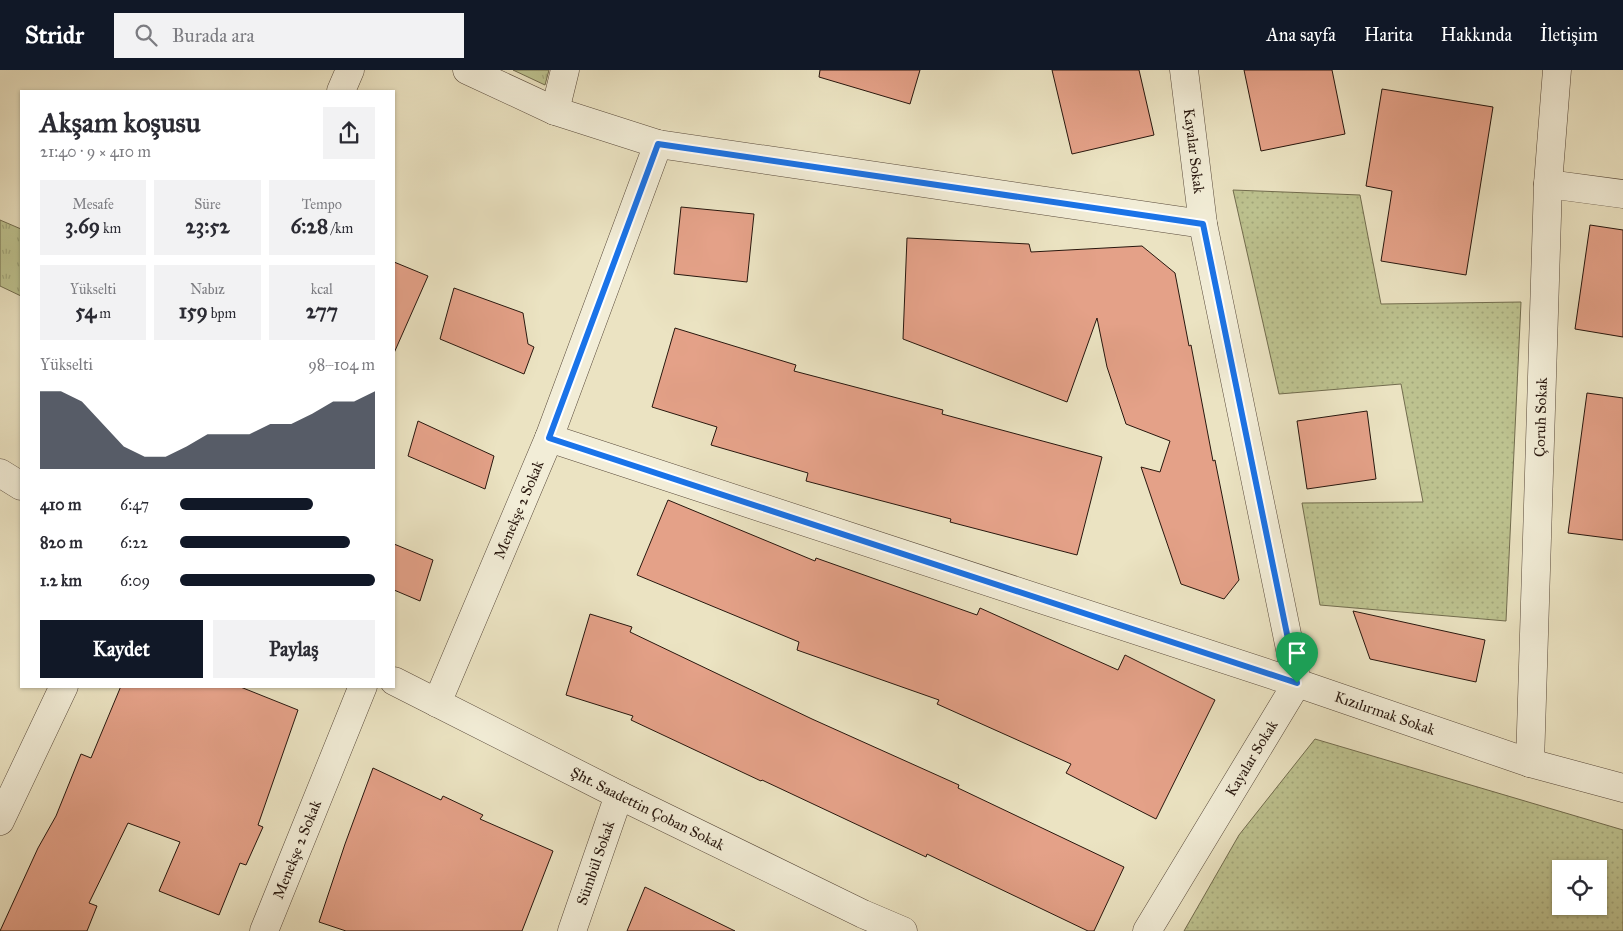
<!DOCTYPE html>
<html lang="tr">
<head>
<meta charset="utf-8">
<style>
  :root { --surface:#fff; --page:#f2f2f3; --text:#2b2b33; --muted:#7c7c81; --accent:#111827 }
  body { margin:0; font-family:"IM FELL Great Primer",serif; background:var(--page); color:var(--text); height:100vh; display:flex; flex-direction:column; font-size:19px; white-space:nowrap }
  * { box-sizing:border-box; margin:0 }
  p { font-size:16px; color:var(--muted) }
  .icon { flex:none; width:28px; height:28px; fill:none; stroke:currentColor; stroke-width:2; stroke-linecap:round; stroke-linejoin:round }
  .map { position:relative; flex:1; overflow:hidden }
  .panel { position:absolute; left:20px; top:20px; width:375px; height:598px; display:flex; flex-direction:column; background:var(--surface); border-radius:0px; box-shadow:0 1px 4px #0004 }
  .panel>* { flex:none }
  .tools { position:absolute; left:1552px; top:790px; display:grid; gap:10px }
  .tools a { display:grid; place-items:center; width:55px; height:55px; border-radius:0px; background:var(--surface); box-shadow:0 1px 4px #0004; font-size:25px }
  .pin { position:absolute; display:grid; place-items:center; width:42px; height:42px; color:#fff; margin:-51px -21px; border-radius:50% 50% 50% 0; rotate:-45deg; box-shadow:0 0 5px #0007 }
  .pin .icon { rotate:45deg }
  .round { display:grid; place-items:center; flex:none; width:52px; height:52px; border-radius:0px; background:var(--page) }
  .head { display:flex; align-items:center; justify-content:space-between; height:85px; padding:0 20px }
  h1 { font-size:28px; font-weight:700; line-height:38px }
  .metrics { display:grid; grid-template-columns:repeat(3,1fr); gap:8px; height:85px; padding:5px 20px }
  .metrics div { display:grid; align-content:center; border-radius:0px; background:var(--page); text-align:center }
  .metrics b { font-size:21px; font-weight:700 }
  .metrics small { font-size:14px; font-weight:400 }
  .metrics p { font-size:14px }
  .chart { height:140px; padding:10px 20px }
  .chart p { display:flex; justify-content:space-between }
  .chart svg { width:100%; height:90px; margin-top:5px; fill:var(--accent); opacity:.7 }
  .primary-button { display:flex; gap:10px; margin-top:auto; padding:10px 20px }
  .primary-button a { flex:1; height:58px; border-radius:0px; background:var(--accent); color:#fff; font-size:20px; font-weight:700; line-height:58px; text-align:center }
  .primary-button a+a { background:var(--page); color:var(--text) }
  ul { padding:0 20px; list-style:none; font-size:16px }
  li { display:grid; grid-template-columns:80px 60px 1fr; align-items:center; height:38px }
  li i { height:12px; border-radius:6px; background:var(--accent) }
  header { display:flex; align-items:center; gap:30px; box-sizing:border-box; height:70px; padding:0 25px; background:var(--accent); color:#fff }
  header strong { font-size:24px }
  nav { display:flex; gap:28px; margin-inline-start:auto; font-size:18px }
  .search { width:350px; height:45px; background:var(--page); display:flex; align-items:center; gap:12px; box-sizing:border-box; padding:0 18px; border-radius:0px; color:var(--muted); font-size:19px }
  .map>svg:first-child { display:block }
  .grass { fill:url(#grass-tufts); stroke:#726c4e }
  .park { fill:url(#park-dots); stroke:#726c4e; fill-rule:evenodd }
  .building { fill:#e4a188; stroke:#28170e }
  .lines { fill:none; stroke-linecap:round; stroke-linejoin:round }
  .minor-casing { stroke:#594a3b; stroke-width:29 }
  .minor { stroke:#f2edd7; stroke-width:28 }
  .route-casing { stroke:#fff; stroke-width:10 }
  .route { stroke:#1a73e8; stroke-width:6 }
  .labels { text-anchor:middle; stroke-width:5; stroke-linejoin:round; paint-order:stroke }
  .street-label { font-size:15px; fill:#28170e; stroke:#f2edd7 }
</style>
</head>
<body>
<header>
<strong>Stridr</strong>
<div class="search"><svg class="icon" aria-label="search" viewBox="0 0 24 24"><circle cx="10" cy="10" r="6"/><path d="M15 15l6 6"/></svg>Burada ara</div>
<nav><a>Ana sayfa</a><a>Harita</a><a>Hakkında</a><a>İletişim</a></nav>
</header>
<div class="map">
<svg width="1623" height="861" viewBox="0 0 1623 861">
  <defs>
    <pattern id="grass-tufts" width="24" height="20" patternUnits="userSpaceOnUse" patternTransform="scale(1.25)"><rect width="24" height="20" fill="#bdc28f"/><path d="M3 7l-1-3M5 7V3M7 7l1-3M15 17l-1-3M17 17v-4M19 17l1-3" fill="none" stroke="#a2a67a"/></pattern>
    <pattern id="park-dots" width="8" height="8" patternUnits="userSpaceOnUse" patternTransform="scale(1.25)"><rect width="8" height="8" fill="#bdc28f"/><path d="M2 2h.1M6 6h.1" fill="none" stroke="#a2a67a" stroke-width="1.8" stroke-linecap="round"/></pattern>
  </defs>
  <rect width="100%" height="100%" fill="#ebe3c2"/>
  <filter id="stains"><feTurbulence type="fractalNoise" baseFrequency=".004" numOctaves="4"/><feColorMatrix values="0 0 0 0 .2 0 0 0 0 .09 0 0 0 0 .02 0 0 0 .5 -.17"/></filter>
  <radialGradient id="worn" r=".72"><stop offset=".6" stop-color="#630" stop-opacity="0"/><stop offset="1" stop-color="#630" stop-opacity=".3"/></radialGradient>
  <g class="grass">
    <polygon points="513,0 549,0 545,15"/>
    <polygon points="0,150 21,159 21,226 0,216"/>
  </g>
  <g class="park">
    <polygon points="1233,120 1360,125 1381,234 1521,232 1506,551 1320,535 1302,433 1423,432 1401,314 1279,324"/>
    <path d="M1315,669L1623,760V861H1184L1239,765ZM1561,799H1599V836H1561Z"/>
  </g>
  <g class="building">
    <polygon points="820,0 920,0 910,34 819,7"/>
    <polygon points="1052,0 1139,0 1154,65 1072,84"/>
    <polygon points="1244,0 1332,0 1345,64 1261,81"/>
    <polygon points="1382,19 1493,37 1466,205 1381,191 1392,121 1366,116"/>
    <polygon points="681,137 754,144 747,212 674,204"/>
    <polygon points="1590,155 1623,160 1623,267 1575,259"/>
    <polygon points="907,168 1029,174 1031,182 1142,176 1175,203 1189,276 1191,275 1213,391 1215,390 1239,510 1224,529 1181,514 1141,397 1160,402 1170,371 1126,354 1107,297 1097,248 1067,332 903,269"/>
    <polygon points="394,192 428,206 394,283"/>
    <polygon points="454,218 523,243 528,274 534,277 524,304 440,269"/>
    <polygon points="675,258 796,295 794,301 943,340 942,344 1102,387 1077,485 950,452 951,449 806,411 808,403 711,375 717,357 652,337"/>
    <polygon points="1587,323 1623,328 1623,470 1568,463"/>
    <polygon points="1367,341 1376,409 1307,419 1297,351"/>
    <polygon points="418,351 494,386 485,419 408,386"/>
    <polygon points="668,430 815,491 816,488 977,545 980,538 1118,600 1125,585 1215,630 1156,749 1066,703 1071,694 937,634 939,630 797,580 799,572 637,505"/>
    <polygon points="394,474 433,490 420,531 394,520"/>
    <polygon points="1353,541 1485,570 1476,612 1370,589"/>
    <polygon points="590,544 632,557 630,562 812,649 959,715 958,718 1124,797 1094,861 1088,861 927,784 926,787 762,710 761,711 631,650 633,646 566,625"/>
    <polygon points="121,616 238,616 298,640 258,755 263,757 246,795 240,793 219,845 159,821 180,772 128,753 89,833 97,836 87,861 0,861 38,778 56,746 81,684 91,688"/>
    <polygon points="373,698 441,730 443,726 483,745 480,749 553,781 522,861 346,861 319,852 345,774"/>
    <polygon points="645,817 735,861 627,861"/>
  </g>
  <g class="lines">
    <defs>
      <g id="minor">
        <polyline points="467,0 555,41 658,74 1203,154"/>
        <polyline points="341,21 350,0"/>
        <polyline points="555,41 565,0"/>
        <polyline points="1548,114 1623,124"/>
        <path id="s1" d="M549,368L1297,613L1530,693L1623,718"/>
        <polyline points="0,403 21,416"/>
        <path id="s2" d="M394,611L619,725L863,844L903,861"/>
        <path id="s3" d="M437,633L549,368L658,74"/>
        <path id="s4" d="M1530,693L1548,114L1557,0"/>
        <polyline points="0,751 64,616"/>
        <path id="s5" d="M264,861L363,616"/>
        <path id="s6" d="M572,861L619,725"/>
        <path id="s7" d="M1147,861L1297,613L1203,154L1184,0"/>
      </g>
    </defs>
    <use href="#minor" class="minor-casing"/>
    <use href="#minor" class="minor"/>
  </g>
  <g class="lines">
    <defs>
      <polygon id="route" points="658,74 1203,154 1297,613 549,368"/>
    </defs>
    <use href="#route" class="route-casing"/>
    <use href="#route" class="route"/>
  </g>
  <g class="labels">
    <g class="street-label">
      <text transform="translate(1194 81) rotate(83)" y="5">Kayalar Sokak</text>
      <text dy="5" stroke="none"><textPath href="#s4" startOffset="346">Çoruh Sokak</textPath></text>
      <text dy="5" stroke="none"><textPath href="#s3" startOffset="210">Menekşe 2 Sokak</textPath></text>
      <text dy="5" stroke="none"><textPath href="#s1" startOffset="880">Kızılırmak Sokak</textPath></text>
      <text dy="5" stroke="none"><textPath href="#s7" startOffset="202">Kayalar Sokak</textPath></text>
      <text dy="5" stroke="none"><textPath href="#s2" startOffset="284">Şht. Saadettin Çoban Sokak</textPath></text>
      <text dy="5" stroke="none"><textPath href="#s5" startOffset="88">Menekşe 2 Sokak</textPath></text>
      <text dy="5" stroke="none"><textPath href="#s6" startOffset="72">Sümbül Sokak</textPath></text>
    </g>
  </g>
  <rect width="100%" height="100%" filter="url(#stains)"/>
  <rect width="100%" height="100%" fill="url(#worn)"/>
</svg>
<div class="tools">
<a><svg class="icon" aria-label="locate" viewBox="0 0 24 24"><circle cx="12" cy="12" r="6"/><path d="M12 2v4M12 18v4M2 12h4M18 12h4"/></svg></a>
</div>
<div class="pin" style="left:1297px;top:613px;background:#1e9e55"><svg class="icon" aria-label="arrive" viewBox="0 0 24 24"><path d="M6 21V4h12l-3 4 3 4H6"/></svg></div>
<section class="panel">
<div class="head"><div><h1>Akşam koşusu</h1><p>21:40 · 9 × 410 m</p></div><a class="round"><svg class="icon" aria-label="share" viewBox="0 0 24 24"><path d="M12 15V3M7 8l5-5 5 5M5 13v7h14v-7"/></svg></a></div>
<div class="metrics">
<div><p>Mesafe</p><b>3.69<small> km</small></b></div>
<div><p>Süre</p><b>23:52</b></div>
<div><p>Tempo</p><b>6:28<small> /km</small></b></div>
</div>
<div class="metrics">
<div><p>Yükselti</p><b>54<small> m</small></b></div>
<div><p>Nabız</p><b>159<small> bpm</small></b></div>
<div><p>kcal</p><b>277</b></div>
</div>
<div class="chart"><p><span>Yükselti</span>98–104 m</p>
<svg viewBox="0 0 160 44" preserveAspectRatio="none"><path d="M0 44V6L10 6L20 11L30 22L40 33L50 38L60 38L70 33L80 27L90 27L100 27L110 22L120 22L130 17L140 11L150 11L160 6V44z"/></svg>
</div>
<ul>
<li><b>410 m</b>6:47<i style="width:68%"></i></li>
<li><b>820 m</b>6:22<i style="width:87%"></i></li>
<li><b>1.2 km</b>6:09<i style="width:100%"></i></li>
</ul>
<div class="primary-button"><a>Kaydet</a><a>Paylaş</a></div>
</section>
</div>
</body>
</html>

WORK INSTRUCTION:
Check each line in the records above for the word "worn". Return those that have it.

ANSWER TO THE PROBLEM:
  <radialGradient id="worn" r=".72"><stop offset=".6" stop-color="#630" stop-opacity="0"/><stop offset="1" stop-color="#630" stop-opacity=".3"/></radialGradient>
  <rect width="100%" height="100%" fill="url(#worn)"/>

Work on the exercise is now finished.